There was a bang like an exploding arsenal, and a flash that lit up the whole fairgrounds. Neil didn’t wince – his eyes just grew a little bigger, a little rounder.
Once he said, “Mama went away. Why did she go? I wish she could see all this.” But a moment later, some new sight had caught his attention.
“I’d like to hold one of those rockets in my hand,” he said. And then, as huge globs of yellow fire dripped from the sky, he said, “Gee, I’d like to catch one of those.”
From the grandstands came the cries of other children, like Neil, and grownups, too. Backstage, the smoke of the fireworks filled the air and clung to the ground like fog. Biting, acrid smoke that made people’s eyes glisten as they watched the youngster.
Alone in World
“Everybody’s standing in front.
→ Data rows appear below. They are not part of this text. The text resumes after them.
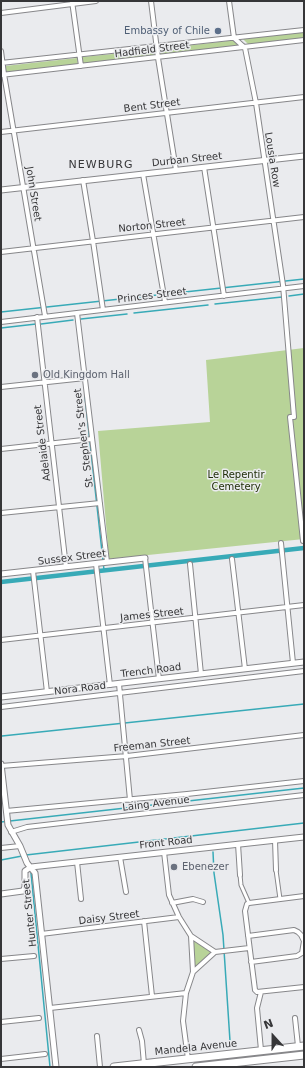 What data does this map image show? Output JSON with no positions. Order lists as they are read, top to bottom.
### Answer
{
  "streets": {
    "main road": ["Mandela Avenue"],
    "street": [
      "Hadfield Street",
      "Bent Street",
      "Durban Street",
      "Lousia Row",
      "John Street",
      "Norton Street",
      "Princes Street",
      "St. Stephen's Street",
      "Adelaide Street",
      "Sussex Street",
      "James Street",
      "Trench Road",
      "Nora Road",
      "Freeman Street",
      "Laing Avenue",
      "Front Road",
      "Hunter Street",
      "Daisy Street"
    ]
  },
  "crossings": [
    ["Hadfield Street", "Lousia Row"],
    ["Hadfield Street", "John Street"],
    ["Bent Street", "Lousia Row"],
    ["Bent Street", "John Street"],
    ["Durban Street", "Lousia Row"],
    ["Durban Street", "John Street"],
    ["Lousia Row", "Norton Street"],
    ["Lousia Row", "Princes Street"],
    ["John Street", "Norton Street"],
    ["John Street", "Princes Street"],
    ["Princes Street", "St. Stephen's Street"],
    ["Princes Street", "Adelaide Street"],
    ["St. Stephen's Street", "Sussex Street"],
    ["Adelaide Street", "Sussex Street"],
    ["Freeman Street", "Hunter Street"],
    ["Laing Avenue", "Hunter Street"],
    ["Front Road", "Hunter Street"],
    ["Hunter Street", "Daisy Street"]
  ],
  "districts": ["NEWBURG"],
  "parks": ["Le Repentir Cemetery"],
  "places": ["Embassy of Chile", "Old Kingdom Hall", "Ebenezer"],
  "north": "top"
} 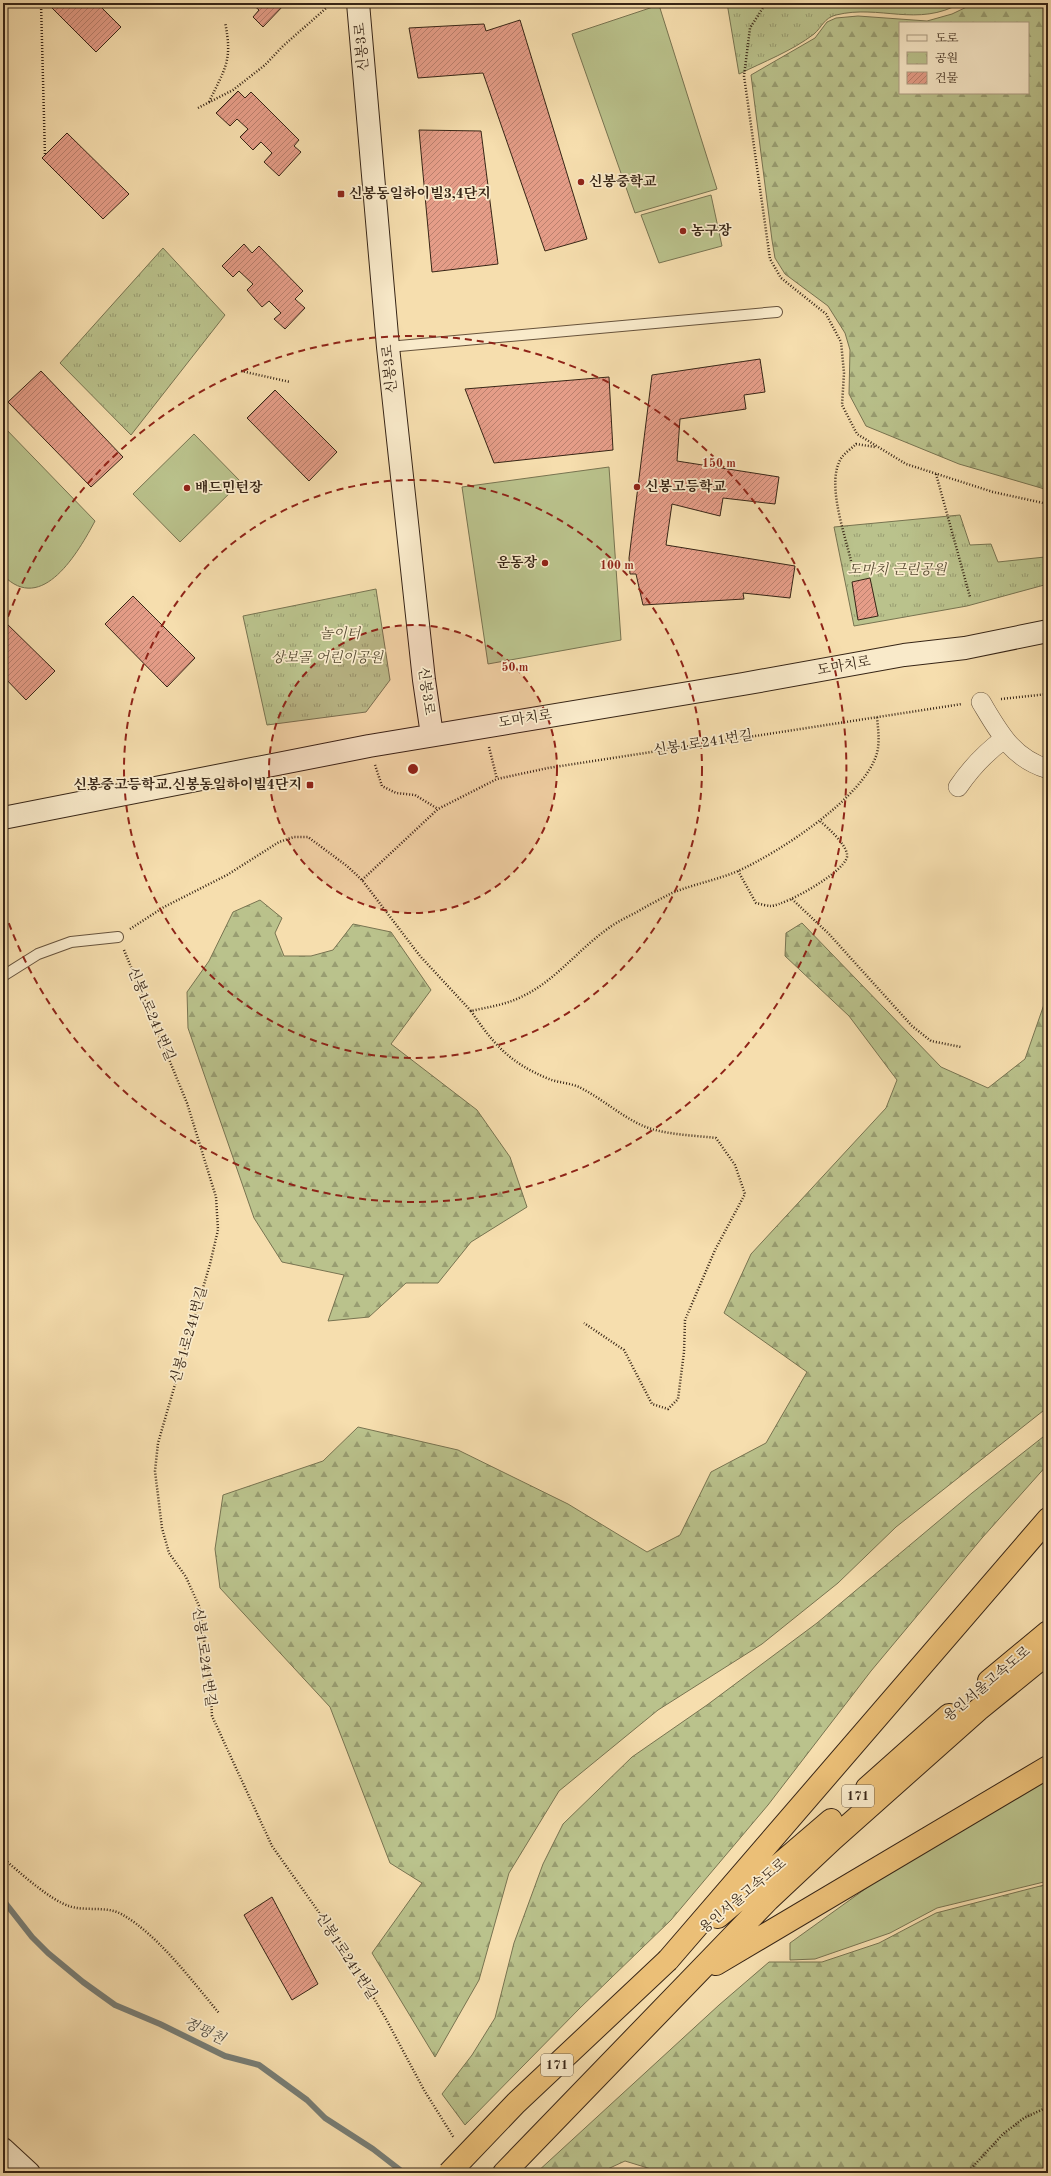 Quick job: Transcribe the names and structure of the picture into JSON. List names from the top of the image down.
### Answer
{
  "streets": {
    "highway": ["용인서울고속도로", "171"],
    "main road": ["신봉3로", "도마치로"],
    "path": ["신봉1로241번길"]
  },
  "crossings": [
    ["신봉3로", "도마치로"]
  ],
  "water": ["정평천"],
  "parks": ["도마치 근린공원", "놀이터", "상보골 어린이공원"],
  "places": {
    "other": [
      "신봉중학교",
      "농구장",
      "신봉고등학교",
      "배드민턴장",
      "운동장"
    ],
    "transit": ["신봉동일하이빌3,4단지", "신봉중고등학교.신봉동일하이빌4단지"]
  },
  "legend": ["도로", "공원", "건물"],
  "rings": ["150 m", "100 m", "50 m"]
}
I can’t see anything,” said Neil, and he ran out in front of everybody, out onto the field so that he stood silhouetted against the glare of the dying fireworks – a boy of 5½, standing alone.
The crowd left then, and as the performers hurried off to put away their tinsel and take off their grease paint a car from the sheriff’s office drove up. In it rode the woman who today is going to face the hardest job of her life.
AUGUST 2006 UPDATE: Joyce (Rellim) Kuhlman, now 70 years old, still lives in Payson, Ill., where she and her brother were raised. She remembers her father as a soft-spoken, artistic and mechanically minded man. “I remember setting on his lap at night listening to the radio, ‘Amos and Andy,’ curled up in his lap, me on one side and Neil on the other,” she said.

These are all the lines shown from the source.